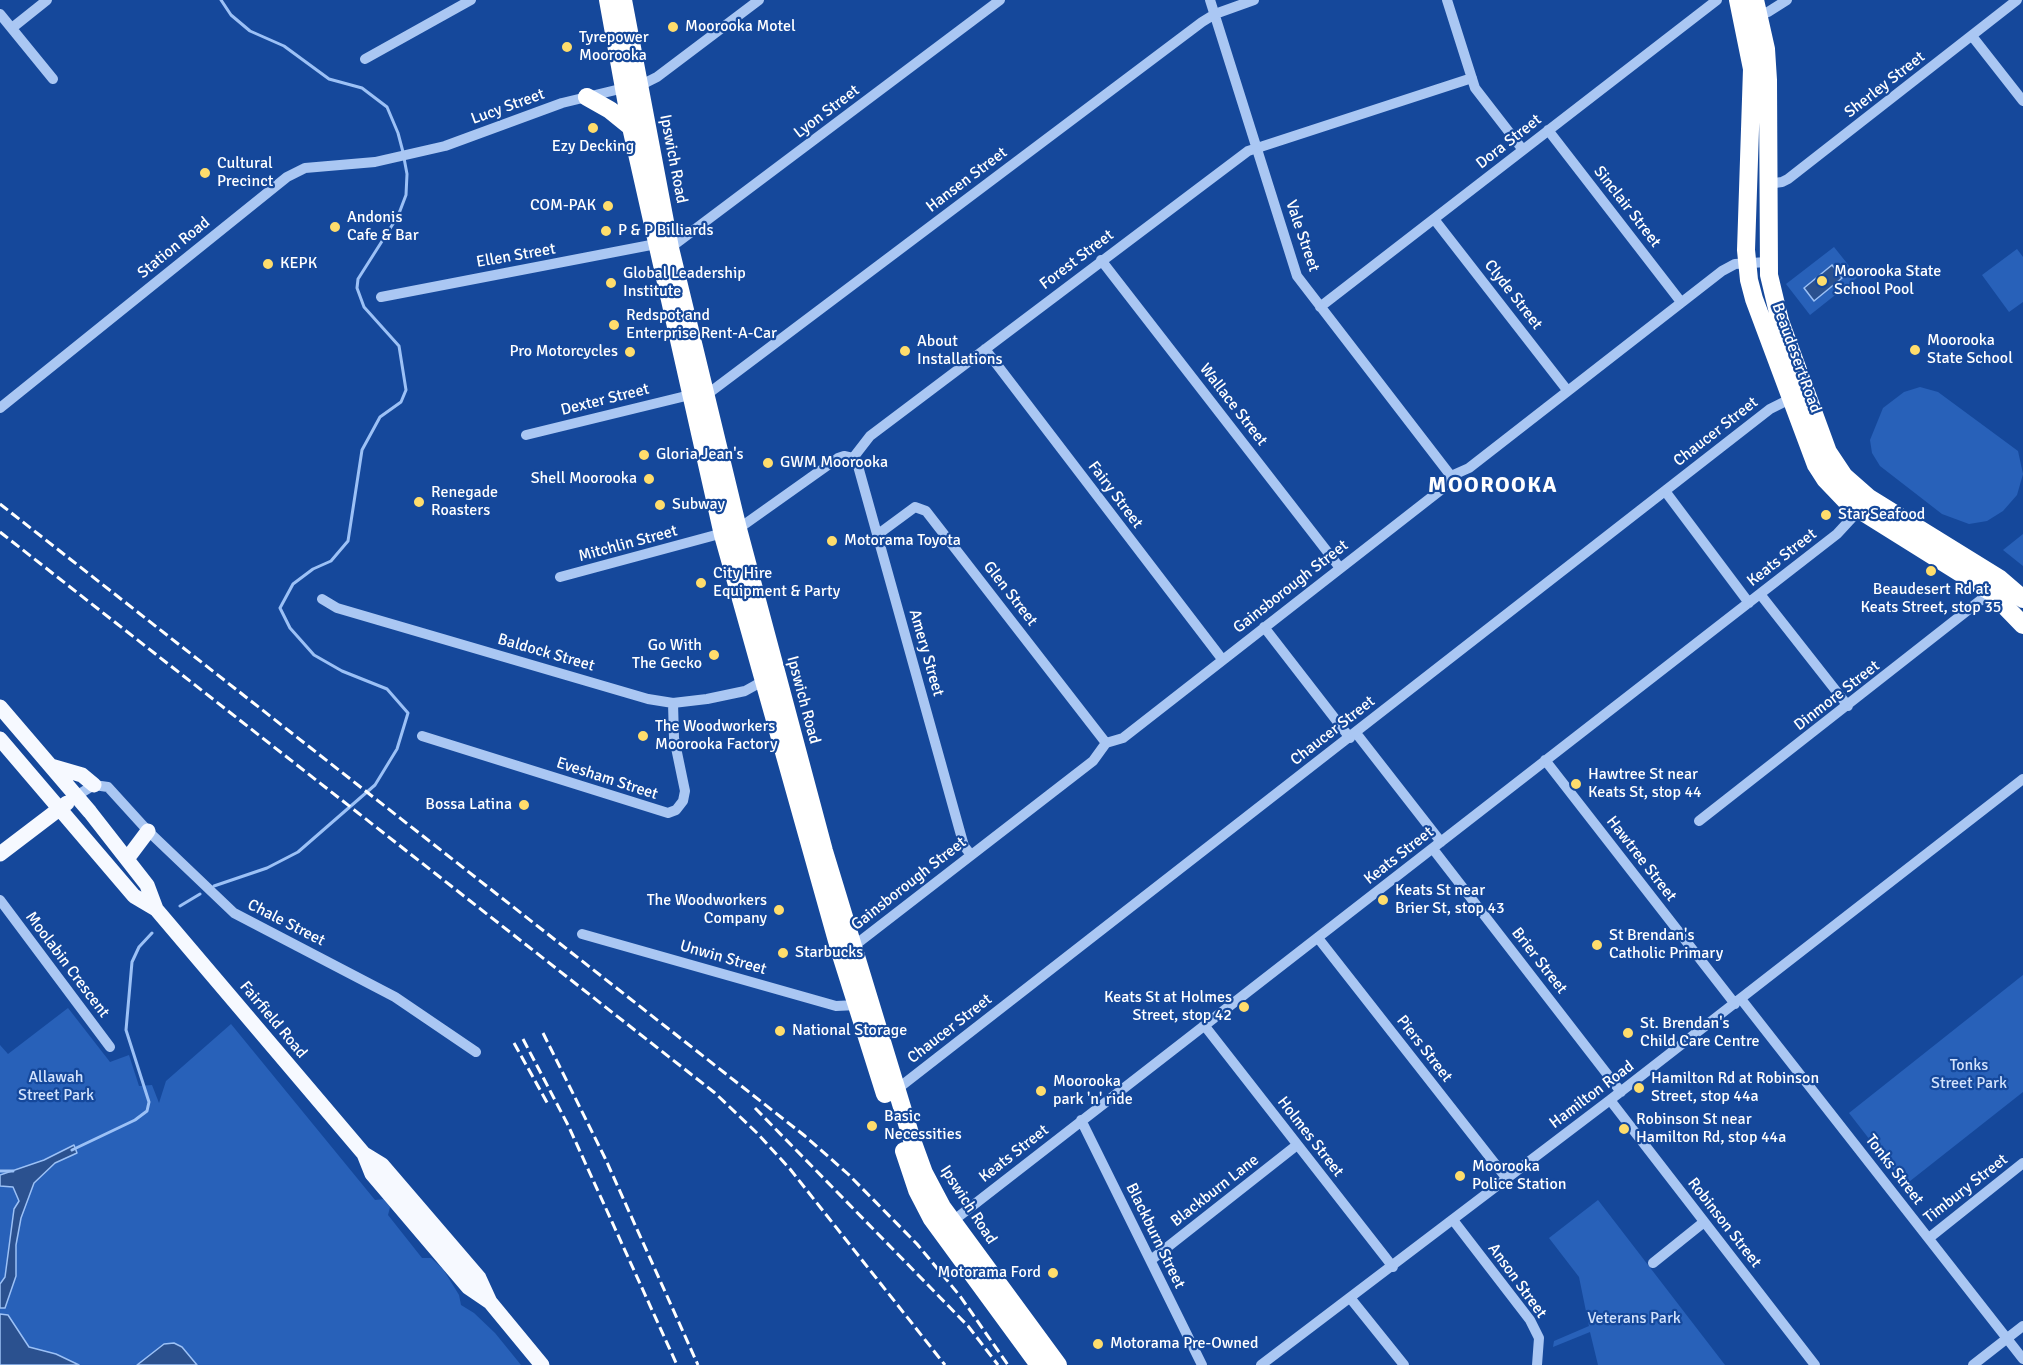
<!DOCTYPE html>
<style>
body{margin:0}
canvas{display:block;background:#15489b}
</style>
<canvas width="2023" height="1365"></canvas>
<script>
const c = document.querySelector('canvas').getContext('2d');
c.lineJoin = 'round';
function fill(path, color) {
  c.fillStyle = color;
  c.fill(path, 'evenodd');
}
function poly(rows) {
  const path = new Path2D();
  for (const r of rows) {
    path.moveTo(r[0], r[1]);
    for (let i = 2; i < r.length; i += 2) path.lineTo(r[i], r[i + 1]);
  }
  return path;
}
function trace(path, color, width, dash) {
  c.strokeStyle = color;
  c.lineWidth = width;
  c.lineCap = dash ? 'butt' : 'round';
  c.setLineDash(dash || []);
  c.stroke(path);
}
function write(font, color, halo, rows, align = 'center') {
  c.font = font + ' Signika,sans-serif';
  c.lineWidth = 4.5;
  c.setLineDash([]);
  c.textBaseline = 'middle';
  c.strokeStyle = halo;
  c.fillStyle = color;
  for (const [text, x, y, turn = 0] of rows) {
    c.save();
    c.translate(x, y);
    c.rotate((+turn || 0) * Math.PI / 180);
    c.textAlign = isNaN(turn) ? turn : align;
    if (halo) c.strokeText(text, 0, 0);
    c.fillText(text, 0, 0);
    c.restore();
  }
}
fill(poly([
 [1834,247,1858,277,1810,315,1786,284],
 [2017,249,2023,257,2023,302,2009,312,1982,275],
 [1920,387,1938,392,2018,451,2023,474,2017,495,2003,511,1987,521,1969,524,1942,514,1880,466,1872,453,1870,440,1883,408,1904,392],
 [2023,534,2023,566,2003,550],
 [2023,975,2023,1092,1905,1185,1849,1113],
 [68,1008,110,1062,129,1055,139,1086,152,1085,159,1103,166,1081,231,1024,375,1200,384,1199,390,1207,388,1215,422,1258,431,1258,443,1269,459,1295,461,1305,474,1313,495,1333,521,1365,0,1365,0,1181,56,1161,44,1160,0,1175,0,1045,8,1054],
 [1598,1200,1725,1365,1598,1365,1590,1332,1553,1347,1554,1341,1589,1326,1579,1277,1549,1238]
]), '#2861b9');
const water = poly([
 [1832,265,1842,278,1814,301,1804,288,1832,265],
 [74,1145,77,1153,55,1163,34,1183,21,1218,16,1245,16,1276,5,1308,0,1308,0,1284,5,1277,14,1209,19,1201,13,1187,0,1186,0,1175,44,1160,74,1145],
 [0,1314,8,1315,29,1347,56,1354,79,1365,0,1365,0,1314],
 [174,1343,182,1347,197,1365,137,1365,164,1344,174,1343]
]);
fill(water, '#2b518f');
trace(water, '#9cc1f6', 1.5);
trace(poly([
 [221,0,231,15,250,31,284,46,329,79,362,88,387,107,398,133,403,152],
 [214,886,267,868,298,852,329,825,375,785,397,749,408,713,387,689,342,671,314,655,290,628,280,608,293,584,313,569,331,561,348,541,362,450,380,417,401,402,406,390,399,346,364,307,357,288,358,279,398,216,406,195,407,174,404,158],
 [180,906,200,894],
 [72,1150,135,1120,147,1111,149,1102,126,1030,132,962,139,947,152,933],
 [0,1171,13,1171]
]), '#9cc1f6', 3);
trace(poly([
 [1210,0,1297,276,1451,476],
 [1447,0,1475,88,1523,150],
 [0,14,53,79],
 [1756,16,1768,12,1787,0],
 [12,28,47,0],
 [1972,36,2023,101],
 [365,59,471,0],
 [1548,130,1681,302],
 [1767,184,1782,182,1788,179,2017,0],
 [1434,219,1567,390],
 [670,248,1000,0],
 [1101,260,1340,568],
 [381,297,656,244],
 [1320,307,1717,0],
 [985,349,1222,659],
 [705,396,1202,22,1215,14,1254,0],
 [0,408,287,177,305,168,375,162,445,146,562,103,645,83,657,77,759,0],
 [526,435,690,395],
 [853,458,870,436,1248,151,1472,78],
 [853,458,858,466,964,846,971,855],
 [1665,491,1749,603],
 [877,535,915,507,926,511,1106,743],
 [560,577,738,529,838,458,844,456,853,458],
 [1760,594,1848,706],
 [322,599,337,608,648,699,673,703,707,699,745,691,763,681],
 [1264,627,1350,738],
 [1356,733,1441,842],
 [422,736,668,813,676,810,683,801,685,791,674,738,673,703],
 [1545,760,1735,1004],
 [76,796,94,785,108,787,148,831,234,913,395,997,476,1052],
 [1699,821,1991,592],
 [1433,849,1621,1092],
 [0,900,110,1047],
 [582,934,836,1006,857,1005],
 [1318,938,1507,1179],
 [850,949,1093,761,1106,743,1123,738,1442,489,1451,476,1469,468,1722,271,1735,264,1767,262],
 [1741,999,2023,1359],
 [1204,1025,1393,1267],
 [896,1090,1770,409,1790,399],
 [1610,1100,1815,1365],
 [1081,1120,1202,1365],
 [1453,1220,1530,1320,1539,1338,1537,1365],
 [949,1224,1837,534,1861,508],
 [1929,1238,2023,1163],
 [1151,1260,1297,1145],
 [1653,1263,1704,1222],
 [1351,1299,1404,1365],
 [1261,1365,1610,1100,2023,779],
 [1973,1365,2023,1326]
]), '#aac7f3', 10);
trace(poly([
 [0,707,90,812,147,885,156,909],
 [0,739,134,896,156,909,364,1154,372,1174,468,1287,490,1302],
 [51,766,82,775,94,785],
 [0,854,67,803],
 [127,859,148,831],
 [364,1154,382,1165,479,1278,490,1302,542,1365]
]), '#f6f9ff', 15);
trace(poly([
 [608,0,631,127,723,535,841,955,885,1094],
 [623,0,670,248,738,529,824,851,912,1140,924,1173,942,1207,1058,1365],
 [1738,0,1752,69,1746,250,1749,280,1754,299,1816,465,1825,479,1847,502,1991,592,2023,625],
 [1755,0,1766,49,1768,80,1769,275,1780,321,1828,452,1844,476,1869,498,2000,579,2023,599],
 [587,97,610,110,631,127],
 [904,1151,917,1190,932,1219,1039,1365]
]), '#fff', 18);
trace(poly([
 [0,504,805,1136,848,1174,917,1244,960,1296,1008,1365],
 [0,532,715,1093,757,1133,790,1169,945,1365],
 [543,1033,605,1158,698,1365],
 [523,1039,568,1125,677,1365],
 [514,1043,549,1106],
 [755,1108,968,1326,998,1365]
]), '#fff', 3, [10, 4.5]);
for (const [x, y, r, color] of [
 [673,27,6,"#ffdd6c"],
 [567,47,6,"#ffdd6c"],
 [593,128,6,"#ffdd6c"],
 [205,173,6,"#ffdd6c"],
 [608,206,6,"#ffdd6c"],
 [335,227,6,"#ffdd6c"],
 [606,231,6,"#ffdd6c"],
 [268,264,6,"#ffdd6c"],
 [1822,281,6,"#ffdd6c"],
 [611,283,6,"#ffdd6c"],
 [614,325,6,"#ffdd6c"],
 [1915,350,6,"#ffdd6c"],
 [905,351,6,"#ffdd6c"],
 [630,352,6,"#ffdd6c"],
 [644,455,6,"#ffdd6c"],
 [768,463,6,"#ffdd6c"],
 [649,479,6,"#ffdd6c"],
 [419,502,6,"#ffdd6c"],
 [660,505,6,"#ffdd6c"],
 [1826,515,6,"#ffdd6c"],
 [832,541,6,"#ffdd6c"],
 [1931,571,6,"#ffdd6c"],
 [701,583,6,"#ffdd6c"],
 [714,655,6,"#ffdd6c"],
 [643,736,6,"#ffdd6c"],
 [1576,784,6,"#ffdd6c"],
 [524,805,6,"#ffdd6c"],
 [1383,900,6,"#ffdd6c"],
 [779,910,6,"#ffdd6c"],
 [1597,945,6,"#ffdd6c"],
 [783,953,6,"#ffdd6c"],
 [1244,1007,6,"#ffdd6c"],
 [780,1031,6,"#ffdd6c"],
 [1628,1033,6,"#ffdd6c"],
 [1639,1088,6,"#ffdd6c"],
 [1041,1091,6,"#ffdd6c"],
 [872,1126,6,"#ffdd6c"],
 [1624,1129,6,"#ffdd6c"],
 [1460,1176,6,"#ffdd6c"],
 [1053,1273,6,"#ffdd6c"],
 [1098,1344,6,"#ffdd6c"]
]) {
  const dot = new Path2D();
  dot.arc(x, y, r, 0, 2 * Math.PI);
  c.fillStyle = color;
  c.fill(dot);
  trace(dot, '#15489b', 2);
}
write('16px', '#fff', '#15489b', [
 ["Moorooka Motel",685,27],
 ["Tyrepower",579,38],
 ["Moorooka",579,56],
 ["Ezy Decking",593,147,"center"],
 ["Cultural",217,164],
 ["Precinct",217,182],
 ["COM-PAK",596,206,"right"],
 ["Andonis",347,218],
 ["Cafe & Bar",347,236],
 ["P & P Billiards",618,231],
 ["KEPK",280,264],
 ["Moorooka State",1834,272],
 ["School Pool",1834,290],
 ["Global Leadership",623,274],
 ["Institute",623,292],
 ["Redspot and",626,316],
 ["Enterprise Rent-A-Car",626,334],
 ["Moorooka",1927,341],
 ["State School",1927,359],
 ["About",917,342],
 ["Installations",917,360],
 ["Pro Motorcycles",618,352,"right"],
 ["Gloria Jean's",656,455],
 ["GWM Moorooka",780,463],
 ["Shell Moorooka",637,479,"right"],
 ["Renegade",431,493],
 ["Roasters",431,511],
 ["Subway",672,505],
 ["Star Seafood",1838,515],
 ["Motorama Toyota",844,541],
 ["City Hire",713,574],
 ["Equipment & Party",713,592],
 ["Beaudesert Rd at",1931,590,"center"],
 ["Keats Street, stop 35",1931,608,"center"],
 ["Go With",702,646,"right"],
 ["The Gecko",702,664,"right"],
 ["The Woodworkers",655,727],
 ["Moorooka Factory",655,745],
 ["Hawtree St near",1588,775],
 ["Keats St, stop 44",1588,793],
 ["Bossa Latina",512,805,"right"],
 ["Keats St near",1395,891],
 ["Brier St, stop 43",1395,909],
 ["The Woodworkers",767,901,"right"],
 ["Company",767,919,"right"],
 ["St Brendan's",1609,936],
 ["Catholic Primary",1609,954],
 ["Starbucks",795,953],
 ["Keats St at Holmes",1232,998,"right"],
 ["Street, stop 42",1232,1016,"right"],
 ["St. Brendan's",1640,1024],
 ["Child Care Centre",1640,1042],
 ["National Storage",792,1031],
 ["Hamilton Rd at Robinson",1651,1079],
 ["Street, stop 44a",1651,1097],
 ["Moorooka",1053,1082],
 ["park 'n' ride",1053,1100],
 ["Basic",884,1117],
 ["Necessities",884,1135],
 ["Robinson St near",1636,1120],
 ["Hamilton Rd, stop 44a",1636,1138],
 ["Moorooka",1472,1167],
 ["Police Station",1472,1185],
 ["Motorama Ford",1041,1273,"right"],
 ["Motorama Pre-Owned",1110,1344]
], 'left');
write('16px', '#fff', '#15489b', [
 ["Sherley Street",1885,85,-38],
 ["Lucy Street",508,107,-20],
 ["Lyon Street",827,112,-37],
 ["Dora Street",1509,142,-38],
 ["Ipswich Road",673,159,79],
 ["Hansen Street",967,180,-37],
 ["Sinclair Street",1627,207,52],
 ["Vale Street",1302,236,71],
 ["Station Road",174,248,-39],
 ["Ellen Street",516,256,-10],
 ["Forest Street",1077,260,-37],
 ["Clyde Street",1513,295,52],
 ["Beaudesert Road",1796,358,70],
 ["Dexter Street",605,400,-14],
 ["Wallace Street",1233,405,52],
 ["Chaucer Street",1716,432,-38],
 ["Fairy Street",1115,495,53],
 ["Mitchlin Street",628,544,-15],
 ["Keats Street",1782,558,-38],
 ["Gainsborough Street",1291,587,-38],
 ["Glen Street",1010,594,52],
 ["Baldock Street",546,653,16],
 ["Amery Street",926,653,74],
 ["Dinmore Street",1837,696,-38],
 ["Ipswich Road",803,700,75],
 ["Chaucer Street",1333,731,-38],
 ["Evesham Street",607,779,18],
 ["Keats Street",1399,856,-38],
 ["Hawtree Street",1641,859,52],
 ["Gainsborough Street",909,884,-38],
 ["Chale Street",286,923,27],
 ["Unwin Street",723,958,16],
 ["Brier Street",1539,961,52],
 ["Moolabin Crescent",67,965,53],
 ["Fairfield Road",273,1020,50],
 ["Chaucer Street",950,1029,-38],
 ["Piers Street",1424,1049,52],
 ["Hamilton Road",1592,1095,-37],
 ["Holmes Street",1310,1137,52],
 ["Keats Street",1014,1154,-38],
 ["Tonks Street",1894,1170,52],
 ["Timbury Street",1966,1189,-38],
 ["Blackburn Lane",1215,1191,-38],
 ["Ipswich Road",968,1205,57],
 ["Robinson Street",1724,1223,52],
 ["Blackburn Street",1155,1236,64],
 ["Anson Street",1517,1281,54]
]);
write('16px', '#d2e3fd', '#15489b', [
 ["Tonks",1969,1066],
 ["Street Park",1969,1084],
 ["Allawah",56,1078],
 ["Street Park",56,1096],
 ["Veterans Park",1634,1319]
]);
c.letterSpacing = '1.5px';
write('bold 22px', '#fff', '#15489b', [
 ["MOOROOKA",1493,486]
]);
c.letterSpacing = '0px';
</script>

Exercise details
Only the lines that lie between the start of the listing and the line containing "path.moveTo(r[0], r[1]);", both included, belong in the answer; write them out exactly and omit pictures.

Reply to the exercise
<!DOCTYPE html>
<style>
body{margin:0}
canvas{display:block;background:#15489b}
</style>
<canvas width="2023" height="1365"></canvas>
<script>
const c = document.querySelector('canvas').getContext('2d');
c.lineJoin = 'round';
function fill(path, color) {
  c.fillStyle = color;
  c.fill(path, 'evenodd');
}
function poly(rows) {
  const path = new Path2D();
  for (const r of rows) {
    path.moveTo(r[0], r[1]);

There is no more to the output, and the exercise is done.